• _About this task_: Extract only the lines from the start of the entries below to the line with "M 553,17 L 638,22 L 629,56 L 543,49 Z", inclusive; omit every picture.

_ _ _ _ _ _ _

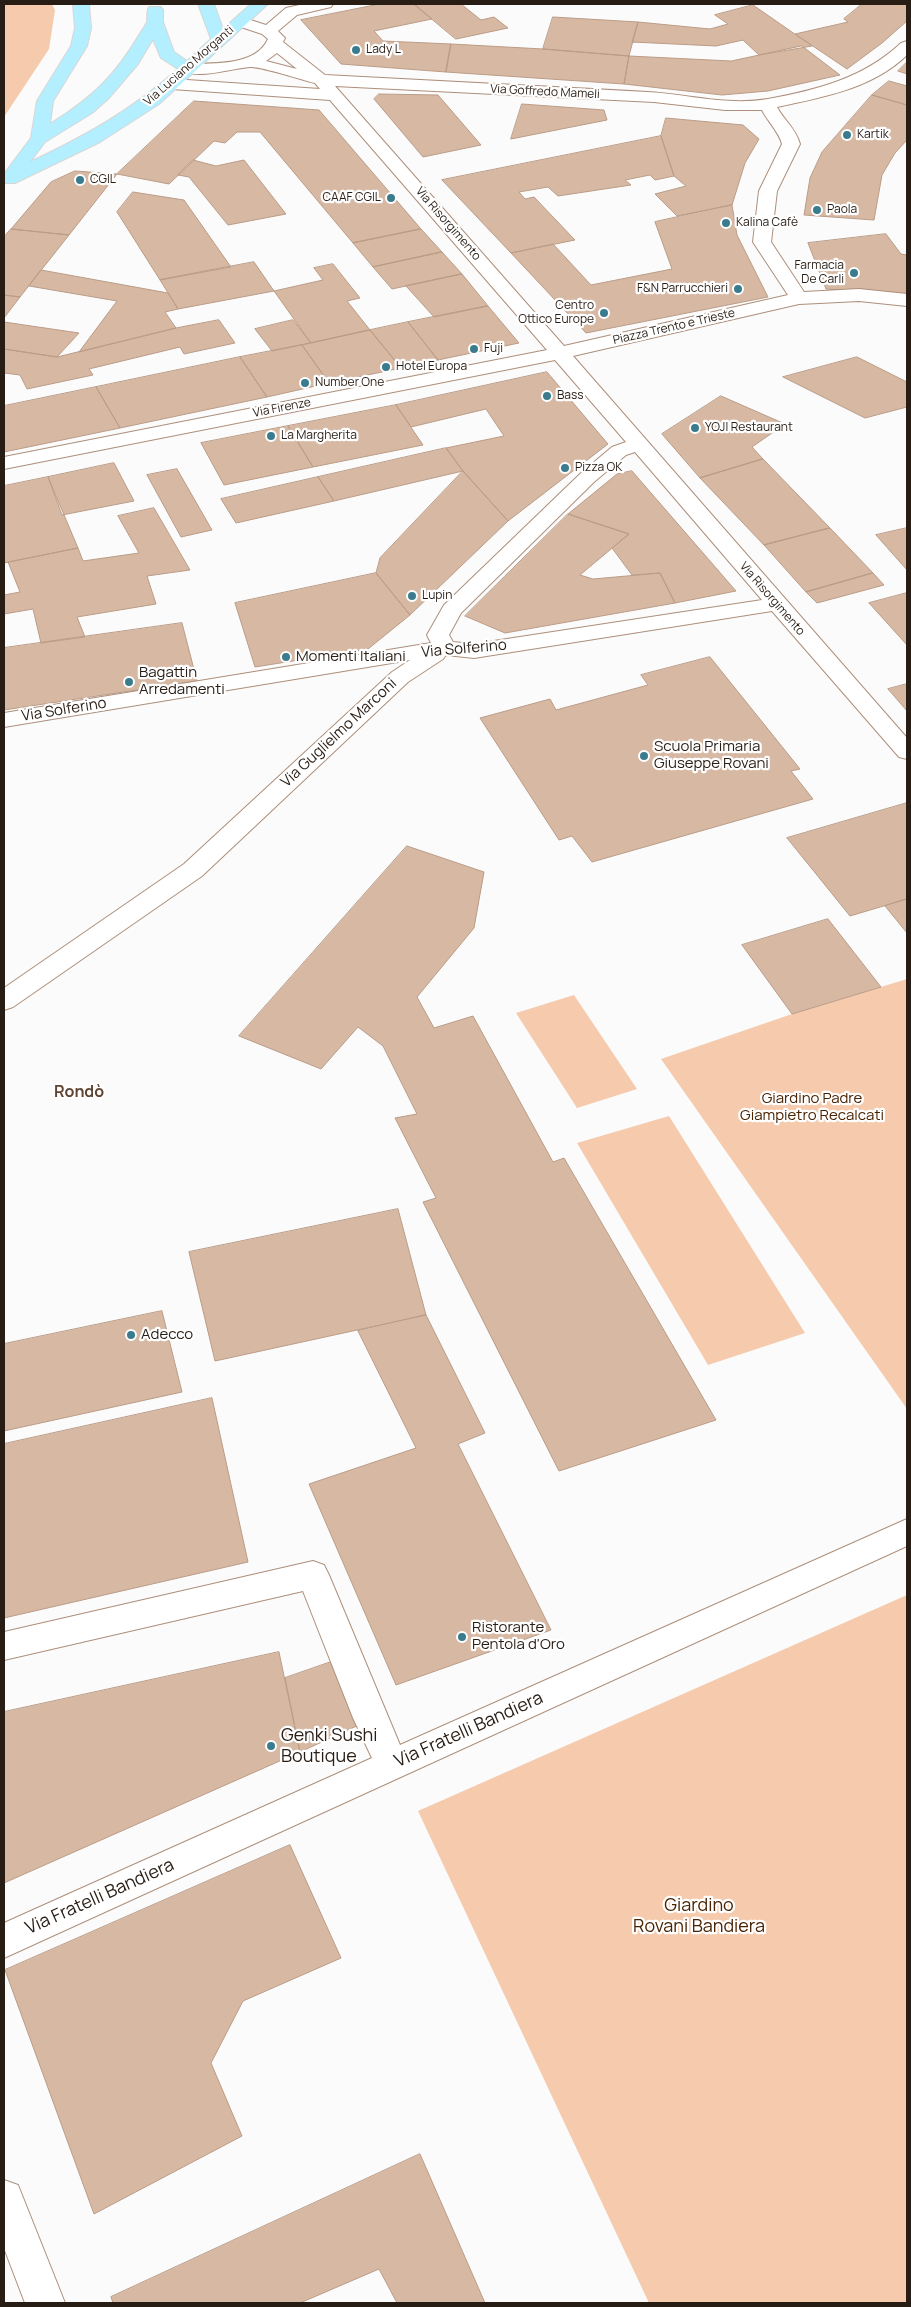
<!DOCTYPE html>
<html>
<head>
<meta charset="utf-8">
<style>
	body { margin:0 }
	#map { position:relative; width:911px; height:2307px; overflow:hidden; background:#fbfbfb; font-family:Manrope,sans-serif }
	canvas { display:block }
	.frame { position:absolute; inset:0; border:5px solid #281d15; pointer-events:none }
</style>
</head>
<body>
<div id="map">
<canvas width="911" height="2307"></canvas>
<div class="frame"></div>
</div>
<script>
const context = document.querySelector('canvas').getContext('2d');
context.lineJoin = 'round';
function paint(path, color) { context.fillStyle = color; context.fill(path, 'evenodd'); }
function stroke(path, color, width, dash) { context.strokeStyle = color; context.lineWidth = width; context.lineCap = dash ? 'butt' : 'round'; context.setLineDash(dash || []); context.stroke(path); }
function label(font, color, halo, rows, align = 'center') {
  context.font = font + ' Manrope,sans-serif'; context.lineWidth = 4.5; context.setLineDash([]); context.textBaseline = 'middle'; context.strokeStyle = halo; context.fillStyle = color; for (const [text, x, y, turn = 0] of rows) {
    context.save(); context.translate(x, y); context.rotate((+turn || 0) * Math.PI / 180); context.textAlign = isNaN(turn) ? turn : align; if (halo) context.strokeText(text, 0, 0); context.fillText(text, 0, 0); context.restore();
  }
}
paint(new Path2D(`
	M 4,4 L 52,4 L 55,10 L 49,49 L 4,117 Z
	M 907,979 L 907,1409 L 661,1059 L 792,1014 Z
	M 574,995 L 637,1089 L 577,1108 L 516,1013 Z
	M 669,1116 L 805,1333 L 708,1365 L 577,1143 Z
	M 907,1595 L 907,2303 L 649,2303 L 418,1811 Z`), '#f5caad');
const building = new Path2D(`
	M 380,4 L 414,4 L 432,19 L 374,31 L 383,41 L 451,44 L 446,72 L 341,64 L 301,20 Z
	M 414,4 L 461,4 L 481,20 L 494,17 L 508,28 L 456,39 Z
	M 862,4 L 907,4 L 907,21 L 882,43 L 847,69 L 795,34 L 848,22 L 844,19 Z
	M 753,5 L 812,46 L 759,55 L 743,40 L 716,46 L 632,42 L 638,22 L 710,29 L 728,24 L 715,15 Z
	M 553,17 L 638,22 L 629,56 L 543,49 Z
	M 451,44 L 543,49 L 629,56 L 624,84 L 446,72 Z
	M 802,46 L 840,75 L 768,91 L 722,95 L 624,84 L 629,56 L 731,61 Z
	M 907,62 L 907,74 L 898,71 Z
	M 889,81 L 907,86 L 907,105 L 872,95 Z
	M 379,94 L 438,95 L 481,145 L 423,157 L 374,99 Z
	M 872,95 L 907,105 L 907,140 L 895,153 L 882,175 L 874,220 L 804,215 L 810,178 L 822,152 Z
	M 194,101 L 319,110 L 421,229 L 353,243 L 260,132 L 237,132 L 225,143 L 214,141 L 169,184 L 117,174 Z
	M 522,104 L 604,110 L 607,120 L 511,139 Z
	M 666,118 L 743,125 L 759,139 L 745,163 L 732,205 L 677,216 L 655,194 L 686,186 L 674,176 L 661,136 Z
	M 661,136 L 674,176 L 655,180 L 650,175 L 625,180 L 631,185 L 558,196 L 548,187 L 519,192 L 525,199 L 534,197 L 575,240 L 511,253 L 442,180 Z
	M 193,160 L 216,166 L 244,160 L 286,214 L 228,225 L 189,177 L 178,175 Z
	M 75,171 L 117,174 L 69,235 L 11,229 L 51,182 Z
	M 133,192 L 184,200 L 231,267 L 160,280 L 117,212 Z
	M 732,205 L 737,235 L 768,297 L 586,333 L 511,253 L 553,244 L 591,285 L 672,269 L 655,222 Z
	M 11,229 L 69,235 L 20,297 L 4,295 L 4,237 Z
	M 421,229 L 442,252 L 373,267 L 353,243 Z
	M 886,234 L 901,254 L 907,255 L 907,294 L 826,289 L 808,243 Z
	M 442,252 L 462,274 L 392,289 L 373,267 Z
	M 254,262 L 274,291 L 178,309 L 160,280 Z
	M 333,264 L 360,298 L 347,301 L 370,330 L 311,343 L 274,291 L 323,280 L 314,268 Z
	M 41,270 L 168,293 L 178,309 L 165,312 L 176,328 L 79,352 L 117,301 L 29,286 Z
	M 462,274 L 488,306 L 434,317 L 406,286 Z
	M 4,295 L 20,297 L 4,318 Z
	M 488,306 L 519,343 L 438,360 L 408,322 Z
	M 219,320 L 235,343 L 184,354 L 180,347 L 89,369 L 93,375 L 27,389 L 20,375 L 4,373 L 4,349 L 57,357 L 176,328 Z
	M 293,320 L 311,343 L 272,351 L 255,329 Z
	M 4,322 L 79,333 L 57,357 L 4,349 Z
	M 408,322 L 438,360 L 401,368 L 370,330 Z
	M 370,330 L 401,368 L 329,383 L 302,345 Z
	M 302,345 L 329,383 L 267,397 L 240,357 Z
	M 240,357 L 267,397 L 120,428 L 96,387 Z
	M 857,357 L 907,382 L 907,407 L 865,418 L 783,377 Z
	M 547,372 L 608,444 L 508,521 L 463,471 L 446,448 L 504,436 L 486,409 L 411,427 L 396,405 Z
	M 96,387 L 120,428 L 4,452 L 4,406 Z
	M 721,396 L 785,424 L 752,447 L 763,459 L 700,478 L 662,434 Z
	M 396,405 L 423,445 L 313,467 L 288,426 Z
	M 288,426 L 313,467 L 224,485 L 201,443 Z
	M 446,448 L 463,471 L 334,501 L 318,477 Z
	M 763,459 L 830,528 L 764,545 L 700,478 Z
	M 114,463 L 134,501 L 62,515 L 48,477 Z
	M 177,469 L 212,530 L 181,537 L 147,475 Z
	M 463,471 L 508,521 L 410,615 L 376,573 L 380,558 Z
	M 632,471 L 736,591 L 675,603 L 660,573 L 632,575 L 612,548 L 629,534 L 568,514 L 617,474 Z
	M 48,477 L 78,548 L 4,563 L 4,486 Z
	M 318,477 L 334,501 L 236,523 L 221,499 Z
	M 154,508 L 190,570 L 147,576 L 156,604 L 77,617 L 85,637 L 41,643 L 33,609 L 4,614 L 4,595 L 20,592 L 8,562 L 78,548 L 83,561 L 139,553 L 118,516 Z
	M 568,514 L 629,534 L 580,575 L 593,579 L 660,573 L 675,603 L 505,633 L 465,616 Z
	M 830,528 L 873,573 L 806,592 L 764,545 Z
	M 907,528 L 907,570 L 876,535 Z
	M 376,573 L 410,615 L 368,649 L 255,667 L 235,603 Z
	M 873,573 L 884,585 L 817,603 L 806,592 Z
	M 907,593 L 907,645 L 869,603 Z
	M 182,623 L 197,681 L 4,710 L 4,648 Z
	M 710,657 L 800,769 L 791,771 L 813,799 L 592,862 L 572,836 L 559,840 L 480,718 L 550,699 L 556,710 L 648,685 L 641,675 Z
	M 907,684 L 907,711 L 888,689 Z
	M 907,803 L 907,899 L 850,916 L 787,838 Z
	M 407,846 L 484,872 L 474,928 L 417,997 L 434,1028 L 473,1016 L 553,1162 L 564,1158 L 716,1420 L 559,1471 L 423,1202 L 436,1198 L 395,1118 L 417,1114 L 383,1046 L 358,1027 L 321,1069 L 239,1036 Z
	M 907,899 L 907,933 L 885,906 Z
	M 828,919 L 881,987 L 792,1014 L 742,945 Z
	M 398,1209 L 426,1315 L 215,1361 L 189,1252 Z
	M 162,1311 L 182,1392 L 4,1431 L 4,1344 Z
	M 426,1315 L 485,1433 L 458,1444 L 551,1630 L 396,1685 L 309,1484 L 416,1448 L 358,1331 Z
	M 212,1398 L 248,1562 L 4,1618 L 4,1444 Z
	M 279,1652 L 300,1752 L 4,1883 L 4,1712 Z
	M 334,1661 L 361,1724 L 300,1752 L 285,1678 Z
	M 290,1845 L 341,1958 L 243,2001 L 211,2063 L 242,2136 L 94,2214 L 5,1970 Z
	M 420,2154 L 485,2303 L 397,2303 L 379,2269 L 300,2303 L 113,2303 L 111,2297 Z`);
paint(building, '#d7b8a3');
stroke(building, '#ba9c87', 1);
const minor = new Path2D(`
	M 304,4 L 333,4 L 331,7 L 297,15 L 278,31 L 285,38 L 283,42 L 325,75 C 433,81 540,86 647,92 C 687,94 727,106 768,99 C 817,90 864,78 901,43 L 907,41 L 907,55 C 872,89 823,97 777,107 C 785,122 795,127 800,144 L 777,191 L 771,242 L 804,292 L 859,289 L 907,294 L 907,306 L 859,301 L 799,304 L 573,356 L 907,738 L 907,759 L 899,757 L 772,611 L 474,658 L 446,655 L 443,659 L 408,682 L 202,876 L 13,1007 L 4,1010 L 4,988 L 184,864 L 392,672 L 410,660 L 4,727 L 4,713 L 431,643 L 427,635 L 444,605 L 580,474 L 612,447 L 626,442 L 555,360 L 4,469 L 4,457 L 547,350 L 330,100 L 172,89 L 166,87 L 164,84 L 166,81 L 172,79 L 320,89 L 315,83 C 302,80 260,66 250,67 C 228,69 205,78 183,72 L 181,69 L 183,66 L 189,64 C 215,63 256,66 268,39 L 262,34 L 235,25 L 233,22 L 235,19 L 241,17 L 266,25 L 286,8 ZM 277,53 L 297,69 L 266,61 ZM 335,86 L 654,102 L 725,110 L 762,110 C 768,122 779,132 782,144 L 759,191 L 753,242 L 788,295 L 564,346 ZM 635,452 L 762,600 L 474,644 L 453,642 L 449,635 L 461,613 L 594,482 L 626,455 Z
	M 907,1519 L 907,1546 L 4,1958 L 4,1923 L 372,1758 L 353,1718 L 303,1591 L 4,1660 L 4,1632 L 313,1561 L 324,1565 L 329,1575 L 400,1745 Z
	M 4,2180 L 18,2185 L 65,2303 L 25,2303 L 4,2248 Z`);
const major = new Path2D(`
	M 73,4 L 89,4 L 91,28 L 87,46 L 53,101 L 50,124 C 93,97 115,76 141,32 C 143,29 146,25 147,22 C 148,16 146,12 149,7 L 161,7 L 163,10 L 163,22 L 174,52 L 187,61 L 211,39 L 198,4 L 214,4 L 223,29 L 251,4 L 268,4 L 159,104 L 100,142 L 15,183 L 4,183 L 4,174 L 31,138 L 37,101 L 71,46 L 75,28 ZM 153,39 L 161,58 L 178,69 C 130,111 87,135 30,162 L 45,142 L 92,113 L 108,99 L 138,64 Z`);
stroke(minor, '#ad8f7b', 2);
stroke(major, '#d8d6d5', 2);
paint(minor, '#fff');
paint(major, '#b3efff');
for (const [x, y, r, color] of [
	[356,50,5,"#3a7c8d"],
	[847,135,5,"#3a7c8d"],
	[80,180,5,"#3a7c8d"],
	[391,198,5,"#3a7c8d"],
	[817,210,5,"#3a7c8d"],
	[726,223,5,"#3a7c8d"],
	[854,273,5,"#3a7c8d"],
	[738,289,5,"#3a7c8d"],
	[604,313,5,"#3a7c8d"],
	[474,349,5,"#3a7c8d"],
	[386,367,5,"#3a7c8d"],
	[305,383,5,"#3a7c8d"],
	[547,396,5,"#3a7c8d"],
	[695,428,5,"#3a7c8d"],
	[271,436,5,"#3a7c8d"],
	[565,468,5,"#3a7c8d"],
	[412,596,5,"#3a7c8d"],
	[286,657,5,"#3a7c8d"],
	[129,682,5,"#3a7c8d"],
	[644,756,5,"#3a7c8d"],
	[131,1335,5,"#3a7c8d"],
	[462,1637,5,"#3a7c8d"],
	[271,1746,5,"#3a7c8d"]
]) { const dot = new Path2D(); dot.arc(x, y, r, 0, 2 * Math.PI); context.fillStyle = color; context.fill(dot); stroke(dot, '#fff', 2); }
label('12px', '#281d15', '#fff', [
	["Lady L",366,50],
	["Kartik",857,135],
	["CGIL",90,180],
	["CAAF CGIL",381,198,"right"],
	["Paola",827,210],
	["Kalina Cafè",736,223],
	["Farmacia",844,266,"right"],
	["De Carli",844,280,"right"],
	["F&N Parrucchieri",728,289,"right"],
	["Centro",594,306,"right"],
	["Ottico Europe",594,320,"right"],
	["Fuji",484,349],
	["Hotel Europa",396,367],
	["Number One",315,383],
	["Bass",557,396],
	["YOJI Restaurant",705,428],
	["La Margherita",281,436],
	["Pizza OK",575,468],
	["Lupin",422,596]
], 'left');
label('12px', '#281d15', '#fff', [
	["Via Luciano Morganti",189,66,-41],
	["Via Goffredo Mameli",545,92,3],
	["Via Risorgimento",448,224,49],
	["Piazza Trento e Trieste",674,327,-13],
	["Via Firenze",282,408,-11],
	["Via Risorgimento",772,599,49]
]);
label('15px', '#281d15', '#fff', [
	["Via Solferino",464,649,-5],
	["Via Solferino",64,710,-9],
	["Via Guglielmo Marconi",339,733,-43]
]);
label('15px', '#281d15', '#fff', [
	["Momenti Italiani",296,657],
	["Bagattin",139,673],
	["Arredamenti",139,690],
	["Scuola Primaria",654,747],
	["Giuseppe Rovani",654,764],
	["Adecco",141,1335],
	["Ristorante",472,1628],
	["Pentola d'Oro",472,1645]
], 'left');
label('15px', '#492302', '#fff', [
	["Giardino Padre",812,1099],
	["Giampietro Recalcati",812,1116]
]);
label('bold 16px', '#5f4532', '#fff', [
	["Rondò",79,1093]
]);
label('18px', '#281d15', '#fff', [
	["Via Fratelli Bandiera",469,1730,-24],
	["Via Fratelli Bandiera",100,1897,-24]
]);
label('18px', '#281d15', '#fff', [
	["Genki Sushi",281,1736],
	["Boutique",281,1757]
], 'left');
label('18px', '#492302', '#fff', [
	["Giardino",699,1906],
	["Rovani Bandiera",699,1927]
]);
</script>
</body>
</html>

_ _ _ _ _ _ _

• _Reply to the task_:
<!DOCTYPE html>
<html>
<head>
<meta charset="utf-8">
<style>
	body { margin:0 }
	#map { position:relative; width:911px; height:2307px; overflow:hidden; background:#fbfbfb; font-family:Manrope,sans-serif }
	canvas { display:block }
	.frame { position:absolute; inset:0; border:5px solid #281d15; pointer-events:none }
</style>
</head>
<body>
<div id="map">
<canvas width="911" height="2307"></canvas>
<div class="frame"></div>
</div>
<script>
const context = document.querySelector('canvas').getContext('2d');
context.lineJoin = 'round';
function paint(path, color) { context.fillStyle = color; context.fill(path, 'evenodd'); }
function stroke(path, color, width, dash) { context.strokeStyle = color; context.lineWidth = width; context.lineCap = dash ? 'butt' : 'round'; context.setLineDash(dash || []); context.stroke(path); }
function label(font, color, halo, rows, align = 'center') {
  context.font = font + ' Manrope,sans-serif'; context.lineWidth = 4.5; context.setLineDash([]); context.textBaseline = 'middle'; context.strokeStyle = halo; context.fillStyle = color; for (const [text, x, y, turn = 0] of rows) {
    context.save(); context.translate(x, y); context.rotate((+turn || 0) * Math.PI / 180); context.textAlign = isNaN(turn) ? turn : align; if (halo) context.strokeText(text, 0, 0); context.fillText(text, 0, 0); context.restore();
  }
}
paint(new Path2D(`
	M 4,4 L 52,4 L 55,10 L 49,49 L 4,117 Z
	M 907,979 L 907,1409 L 661,1059 L 792,1014 Z
	M 574,995 L 637,1089 L 577,1108 L 516,1013 Z
	M 669,1116 L 805,1333 L 708,1365 L 577,1143 Z
	M 907,1595 L 907,2303 L 649,2303 L 418,1811 Z`), '#f5caad');
const building = new Path2D(`
	M 380,4 L 414,4 L 432,19 L 374,31 L 383,41 L 451,44 L 446,72 L 341,64 L 301,20 Z
	M 414,4 L 461,4 L 481,20 L 494,17 L 508,28 L 456,39 Z
	M 862,4 L 907,4 L 907,21 L 882,43 L 847,69 L 795,34 L 848,22 L 844,19 Z
	M 753,5 L 812,46 L 759,55 L 743,40 L 716,46 L 632,42 L 638,22 L 710,29 L 728,24 L 715,15 Z
	M 553,17 L 638,22 L 629,56 L 543,49 Z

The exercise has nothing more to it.